What a Good EHC Plan Looks Like
Quality varies enormously. A good EHC plan is specific. It names the provision — not "access to support" but "30 minutes of individual speech and language therapy per week from a qualified SLT, plus weekly review with the class teacher." It identifies who will deliver each element. It sets measurable outcomes.
The educational provision section (Section F) is the most important legally, because it is the section that is enforceable. Generic phrases like "will receive support as needed" or "will have access to resources" are not enforceable and should be challenged before you sign off on a draft plan. IPSEA publishes model wording you can compare against what you have been offered.
Read draft plans line by line. Ask for changes in writing. The Local Authority must consider your representations before finalising the plan.
Naming a School
The EHC plan must name the school or setting where the child will be educated. Parents have a strong statutory right to request a particular school — mainstream, special, or independent special — and the Local Authority must name it unless doing so would be incompatible with the efficient use of resources or unsuitable for the child's age, ability, or needs. That is a high bar to clear.

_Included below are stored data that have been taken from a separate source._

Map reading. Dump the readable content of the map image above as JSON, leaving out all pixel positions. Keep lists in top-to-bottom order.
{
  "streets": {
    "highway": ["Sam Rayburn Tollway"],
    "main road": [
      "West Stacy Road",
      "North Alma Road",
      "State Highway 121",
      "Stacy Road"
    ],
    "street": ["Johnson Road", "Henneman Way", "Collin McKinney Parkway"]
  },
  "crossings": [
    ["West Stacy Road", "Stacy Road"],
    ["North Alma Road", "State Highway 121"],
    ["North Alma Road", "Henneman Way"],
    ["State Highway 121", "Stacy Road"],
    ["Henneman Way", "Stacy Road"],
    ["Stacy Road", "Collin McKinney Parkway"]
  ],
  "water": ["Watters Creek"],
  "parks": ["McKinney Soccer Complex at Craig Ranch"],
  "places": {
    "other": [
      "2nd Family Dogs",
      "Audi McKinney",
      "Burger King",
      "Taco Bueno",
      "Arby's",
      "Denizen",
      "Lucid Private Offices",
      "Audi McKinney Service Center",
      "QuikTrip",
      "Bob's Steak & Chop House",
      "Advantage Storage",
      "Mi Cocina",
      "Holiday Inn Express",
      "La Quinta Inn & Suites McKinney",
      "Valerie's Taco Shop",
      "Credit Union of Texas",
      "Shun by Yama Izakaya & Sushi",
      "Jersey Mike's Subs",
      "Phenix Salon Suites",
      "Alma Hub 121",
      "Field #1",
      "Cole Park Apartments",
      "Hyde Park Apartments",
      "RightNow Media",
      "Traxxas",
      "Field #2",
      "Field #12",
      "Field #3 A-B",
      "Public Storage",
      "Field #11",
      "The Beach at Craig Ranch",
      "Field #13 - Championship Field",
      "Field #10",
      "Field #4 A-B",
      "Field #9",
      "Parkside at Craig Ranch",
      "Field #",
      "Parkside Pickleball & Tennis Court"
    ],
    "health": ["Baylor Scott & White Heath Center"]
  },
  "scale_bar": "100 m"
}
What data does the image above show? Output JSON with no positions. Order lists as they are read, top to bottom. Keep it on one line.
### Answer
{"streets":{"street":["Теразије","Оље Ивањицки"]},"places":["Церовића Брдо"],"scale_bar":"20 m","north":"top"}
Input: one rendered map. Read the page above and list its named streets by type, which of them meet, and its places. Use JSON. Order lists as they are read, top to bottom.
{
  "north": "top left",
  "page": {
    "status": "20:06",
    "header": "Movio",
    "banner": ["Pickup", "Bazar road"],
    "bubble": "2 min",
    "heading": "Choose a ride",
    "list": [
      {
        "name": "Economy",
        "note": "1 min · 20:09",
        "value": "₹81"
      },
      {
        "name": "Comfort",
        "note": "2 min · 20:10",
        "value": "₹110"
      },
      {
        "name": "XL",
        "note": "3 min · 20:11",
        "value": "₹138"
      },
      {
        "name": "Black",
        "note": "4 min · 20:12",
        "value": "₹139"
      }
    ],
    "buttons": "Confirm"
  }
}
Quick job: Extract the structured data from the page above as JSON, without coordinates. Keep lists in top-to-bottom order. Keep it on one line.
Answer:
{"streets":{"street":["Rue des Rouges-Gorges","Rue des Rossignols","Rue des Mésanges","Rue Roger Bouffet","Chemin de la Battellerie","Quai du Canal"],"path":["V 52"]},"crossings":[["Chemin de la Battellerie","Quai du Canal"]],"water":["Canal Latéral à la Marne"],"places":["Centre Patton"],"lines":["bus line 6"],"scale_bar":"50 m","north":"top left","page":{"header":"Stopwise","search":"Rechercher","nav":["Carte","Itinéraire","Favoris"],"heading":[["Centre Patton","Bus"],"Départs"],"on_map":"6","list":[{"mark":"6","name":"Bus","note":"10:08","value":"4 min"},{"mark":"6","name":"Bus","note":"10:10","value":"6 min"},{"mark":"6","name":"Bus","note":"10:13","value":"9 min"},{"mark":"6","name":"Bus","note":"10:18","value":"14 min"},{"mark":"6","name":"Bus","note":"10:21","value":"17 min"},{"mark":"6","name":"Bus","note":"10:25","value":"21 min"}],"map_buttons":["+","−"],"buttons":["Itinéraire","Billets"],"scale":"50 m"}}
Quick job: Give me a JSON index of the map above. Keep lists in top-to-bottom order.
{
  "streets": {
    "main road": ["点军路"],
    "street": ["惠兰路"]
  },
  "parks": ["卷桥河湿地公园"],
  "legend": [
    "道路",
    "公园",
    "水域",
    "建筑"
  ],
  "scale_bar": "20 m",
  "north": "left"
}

If the Local Authority refuses to name your preferred school, or names a school you do not believe will meet your child's needs, this is appealable to the SEND Tribunal.
Annual Reviews and Transition
Once finalised, an EHC plan must be reviewed annually. The annual review is a formal meeting at which the plan is evaluated and amended, maintained, or discontinued. Parents receive proposed amendments in writing and have 15 days to respond before the amended plan is finalised.
For young people in Years 9 onwards, the annual review becomes a Transition Review, focused on planning the move to adulthood — further education, training, employment, independent living, health transitions. Plans can continue up to age 25 if the young person remains in education or training.
Getting Help
IPSEA (Independent Provider of Special Education Advice) is the primary free legal advice charity for families in England. Helpline: 0300 0184 016. They have a tribunal helpline and detailed online guidance.
SENDIASS (Special Educational Needs and Disabilities Information, Advice and Support Services) operates in every Local Authority, providing free, impartial advice. They are usually the most accessible starting point for families new to the system.
The Council for Disabled Children also offers practical guidance and resources. SOS!SEN runs a helpline and tribunal support service.
The system rewards persistence and specificity. The parents who get the strongest plans are not necessarily the ones who shout loudest — they are the ones who write everything down, ask for everything in writing, and know exactly which decisions they can appeal.
Key Takeaways
An Education, Health and Care (EHC) plan is a legally binding document describing a child or young person's special educational, health, and care needs and the support required to meet them. Introduced under the Children and Families Act 2014, EHC plans replaced Statements of SEN in England and cover ages 0 to 25. The statutory timeline from request to final plan is 20 weeks, with annual reviews thereafter. IPSEA and SENDIASS are the main free-advice services. Quality of provision varies considerably by Local Authority — knowing the framework and the appeal routes to the SEND Tribunal makes a real difference.